(Exercise directions):
In the records below, tally the lines that contain the word "halo" and give only that number.

(Records for processing begins)

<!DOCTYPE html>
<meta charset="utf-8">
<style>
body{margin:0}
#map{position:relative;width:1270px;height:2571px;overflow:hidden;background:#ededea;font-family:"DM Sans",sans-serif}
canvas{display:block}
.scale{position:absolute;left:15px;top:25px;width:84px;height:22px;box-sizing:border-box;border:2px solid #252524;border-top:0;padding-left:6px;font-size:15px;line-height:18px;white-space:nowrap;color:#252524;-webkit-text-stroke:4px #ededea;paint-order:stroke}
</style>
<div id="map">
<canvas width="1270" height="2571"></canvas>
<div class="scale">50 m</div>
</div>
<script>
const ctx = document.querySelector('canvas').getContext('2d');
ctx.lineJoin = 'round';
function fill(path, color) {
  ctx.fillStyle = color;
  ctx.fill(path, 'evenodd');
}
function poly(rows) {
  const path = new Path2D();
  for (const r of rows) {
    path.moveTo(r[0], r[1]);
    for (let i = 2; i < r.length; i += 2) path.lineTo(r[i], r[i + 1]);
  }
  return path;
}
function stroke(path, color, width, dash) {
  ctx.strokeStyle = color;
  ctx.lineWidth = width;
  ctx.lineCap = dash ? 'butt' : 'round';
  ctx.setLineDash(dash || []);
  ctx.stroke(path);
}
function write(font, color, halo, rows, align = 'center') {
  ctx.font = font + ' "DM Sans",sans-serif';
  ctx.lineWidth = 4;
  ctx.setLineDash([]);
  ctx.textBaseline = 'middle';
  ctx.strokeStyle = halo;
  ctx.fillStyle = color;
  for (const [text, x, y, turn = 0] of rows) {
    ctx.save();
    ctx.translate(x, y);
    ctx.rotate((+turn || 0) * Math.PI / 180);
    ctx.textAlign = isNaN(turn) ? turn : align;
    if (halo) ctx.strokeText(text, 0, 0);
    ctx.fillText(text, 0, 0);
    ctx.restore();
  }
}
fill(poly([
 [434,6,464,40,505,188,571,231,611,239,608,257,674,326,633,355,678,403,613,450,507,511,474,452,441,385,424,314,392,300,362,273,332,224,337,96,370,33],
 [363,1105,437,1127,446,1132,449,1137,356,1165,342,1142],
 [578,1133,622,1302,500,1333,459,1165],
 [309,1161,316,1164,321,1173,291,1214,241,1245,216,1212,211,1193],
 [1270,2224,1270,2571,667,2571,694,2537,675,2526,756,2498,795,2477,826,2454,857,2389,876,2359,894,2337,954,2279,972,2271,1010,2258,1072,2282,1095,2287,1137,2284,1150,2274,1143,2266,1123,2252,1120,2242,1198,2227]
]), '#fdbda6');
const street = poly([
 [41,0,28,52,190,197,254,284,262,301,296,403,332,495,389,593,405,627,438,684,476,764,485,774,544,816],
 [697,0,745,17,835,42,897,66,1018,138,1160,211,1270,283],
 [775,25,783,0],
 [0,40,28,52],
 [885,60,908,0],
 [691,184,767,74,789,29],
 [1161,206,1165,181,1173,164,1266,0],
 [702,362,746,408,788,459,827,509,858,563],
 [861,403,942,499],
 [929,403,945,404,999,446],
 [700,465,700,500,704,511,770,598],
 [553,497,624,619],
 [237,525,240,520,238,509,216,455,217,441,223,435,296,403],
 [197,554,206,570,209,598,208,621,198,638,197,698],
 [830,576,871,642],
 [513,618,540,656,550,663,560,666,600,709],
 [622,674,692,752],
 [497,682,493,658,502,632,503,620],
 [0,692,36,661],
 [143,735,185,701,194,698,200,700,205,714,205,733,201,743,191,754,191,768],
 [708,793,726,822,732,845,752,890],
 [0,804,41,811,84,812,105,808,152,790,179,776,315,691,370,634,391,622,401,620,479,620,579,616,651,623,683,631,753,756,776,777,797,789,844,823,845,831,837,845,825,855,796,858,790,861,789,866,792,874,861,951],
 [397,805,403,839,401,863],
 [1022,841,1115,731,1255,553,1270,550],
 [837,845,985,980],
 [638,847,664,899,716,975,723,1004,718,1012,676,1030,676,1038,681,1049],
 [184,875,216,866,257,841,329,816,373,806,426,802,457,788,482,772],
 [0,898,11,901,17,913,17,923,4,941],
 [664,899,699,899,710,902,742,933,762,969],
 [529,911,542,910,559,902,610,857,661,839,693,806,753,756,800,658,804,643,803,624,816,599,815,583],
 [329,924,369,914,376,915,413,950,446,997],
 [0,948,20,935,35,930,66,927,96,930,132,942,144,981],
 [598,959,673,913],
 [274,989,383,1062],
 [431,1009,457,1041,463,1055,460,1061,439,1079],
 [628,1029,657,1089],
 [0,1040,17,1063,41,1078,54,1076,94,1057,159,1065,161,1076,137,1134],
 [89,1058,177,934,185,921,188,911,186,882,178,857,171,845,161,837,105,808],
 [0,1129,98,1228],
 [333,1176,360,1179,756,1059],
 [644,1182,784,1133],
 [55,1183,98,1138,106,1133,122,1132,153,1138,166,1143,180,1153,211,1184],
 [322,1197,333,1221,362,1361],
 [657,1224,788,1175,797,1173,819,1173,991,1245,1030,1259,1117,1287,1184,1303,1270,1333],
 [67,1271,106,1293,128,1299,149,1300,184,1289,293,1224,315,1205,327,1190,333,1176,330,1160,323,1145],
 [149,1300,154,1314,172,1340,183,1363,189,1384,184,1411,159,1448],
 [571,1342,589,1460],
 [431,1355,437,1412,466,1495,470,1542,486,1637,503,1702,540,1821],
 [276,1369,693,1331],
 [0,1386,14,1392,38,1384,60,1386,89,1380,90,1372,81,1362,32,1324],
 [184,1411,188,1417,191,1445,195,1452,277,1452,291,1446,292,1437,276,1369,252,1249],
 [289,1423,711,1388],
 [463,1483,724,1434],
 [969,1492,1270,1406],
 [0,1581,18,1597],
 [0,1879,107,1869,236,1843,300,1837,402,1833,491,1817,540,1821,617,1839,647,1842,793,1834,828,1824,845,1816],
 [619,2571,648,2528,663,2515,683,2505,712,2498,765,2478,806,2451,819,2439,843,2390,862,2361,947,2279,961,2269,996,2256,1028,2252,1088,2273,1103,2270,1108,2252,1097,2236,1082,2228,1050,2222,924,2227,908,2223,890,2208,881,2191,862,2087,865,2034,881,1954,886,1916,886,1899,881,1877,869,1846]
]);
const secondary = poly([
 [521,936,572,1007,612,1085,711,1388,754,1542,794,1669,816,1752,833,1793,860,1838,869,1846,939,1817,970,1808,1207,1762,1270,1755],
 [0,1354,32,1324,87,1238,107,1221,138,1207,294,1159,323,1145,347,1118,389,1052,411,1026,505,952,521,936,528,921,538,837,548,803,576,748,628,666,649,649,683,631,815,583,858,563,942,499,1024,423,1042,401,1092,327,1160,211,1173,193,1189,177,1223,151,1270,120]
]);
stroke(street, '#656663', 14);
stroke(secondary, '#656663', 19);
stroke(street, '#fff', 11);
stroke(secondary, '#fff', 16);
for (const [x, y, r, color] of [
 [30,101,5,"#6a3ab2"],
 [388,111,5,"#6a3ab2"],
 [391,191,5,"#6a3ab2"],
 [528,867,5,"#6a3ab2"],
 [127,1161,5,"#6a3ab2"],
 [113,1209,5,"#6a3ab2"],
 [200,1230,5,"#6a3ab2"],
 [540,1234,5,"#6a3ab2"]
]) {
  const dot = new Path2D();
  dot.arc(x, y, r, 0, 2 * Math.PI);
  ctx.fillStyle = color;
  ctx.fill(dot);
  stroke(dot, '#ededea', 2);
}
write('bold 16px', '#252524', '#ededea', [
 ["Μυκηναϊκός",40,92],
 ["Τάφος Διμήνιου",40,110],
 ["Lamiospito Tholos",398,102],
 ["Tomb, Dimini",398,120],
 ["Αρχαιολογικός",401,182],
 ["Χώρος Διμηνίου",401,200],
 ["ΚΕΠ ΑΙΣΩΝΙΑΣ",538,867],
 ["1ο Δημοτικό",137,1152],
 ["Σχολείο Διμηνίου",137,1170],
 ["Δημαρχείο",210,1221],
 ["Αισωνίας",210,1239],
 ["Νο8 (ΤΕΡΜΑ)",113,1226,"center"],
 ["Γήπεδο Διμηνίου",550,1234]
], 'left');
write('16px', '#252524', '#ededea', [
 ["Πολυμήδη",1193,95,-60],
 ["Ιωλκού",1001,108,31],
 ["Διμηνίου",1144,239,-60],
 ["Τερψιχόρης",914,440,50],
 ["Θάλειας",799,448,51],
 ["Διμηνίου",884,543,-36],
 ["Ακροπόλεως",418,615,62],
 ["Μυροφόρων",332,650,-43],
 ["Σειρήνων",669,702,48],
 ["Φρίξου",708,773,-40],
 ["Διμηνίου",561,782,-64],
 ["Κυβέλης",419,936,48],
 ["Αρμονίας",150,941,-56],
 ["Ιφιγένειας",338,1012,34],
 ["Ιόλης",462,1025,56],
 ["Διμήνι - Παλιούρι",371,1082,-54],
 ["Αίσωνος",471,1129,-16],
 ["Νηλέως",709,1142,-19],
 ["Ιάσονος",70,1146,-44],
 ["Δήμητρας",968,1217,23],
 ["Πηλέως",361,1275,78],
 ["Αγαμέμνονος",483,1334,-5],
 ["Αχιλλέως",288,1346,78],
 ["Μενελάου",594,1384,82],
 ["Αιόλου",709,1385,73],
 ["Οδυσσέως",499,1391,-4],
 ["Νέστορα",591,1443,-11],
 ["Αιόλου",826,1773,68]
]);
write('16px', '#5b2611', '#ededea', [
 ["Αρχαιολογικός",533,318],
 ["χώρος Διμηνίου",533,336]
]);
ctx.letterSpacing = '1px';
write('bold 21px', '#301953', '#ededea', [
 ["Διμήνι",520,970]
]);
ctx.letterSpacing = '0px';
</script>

(Records for processing ends)

(Exercise solution):
3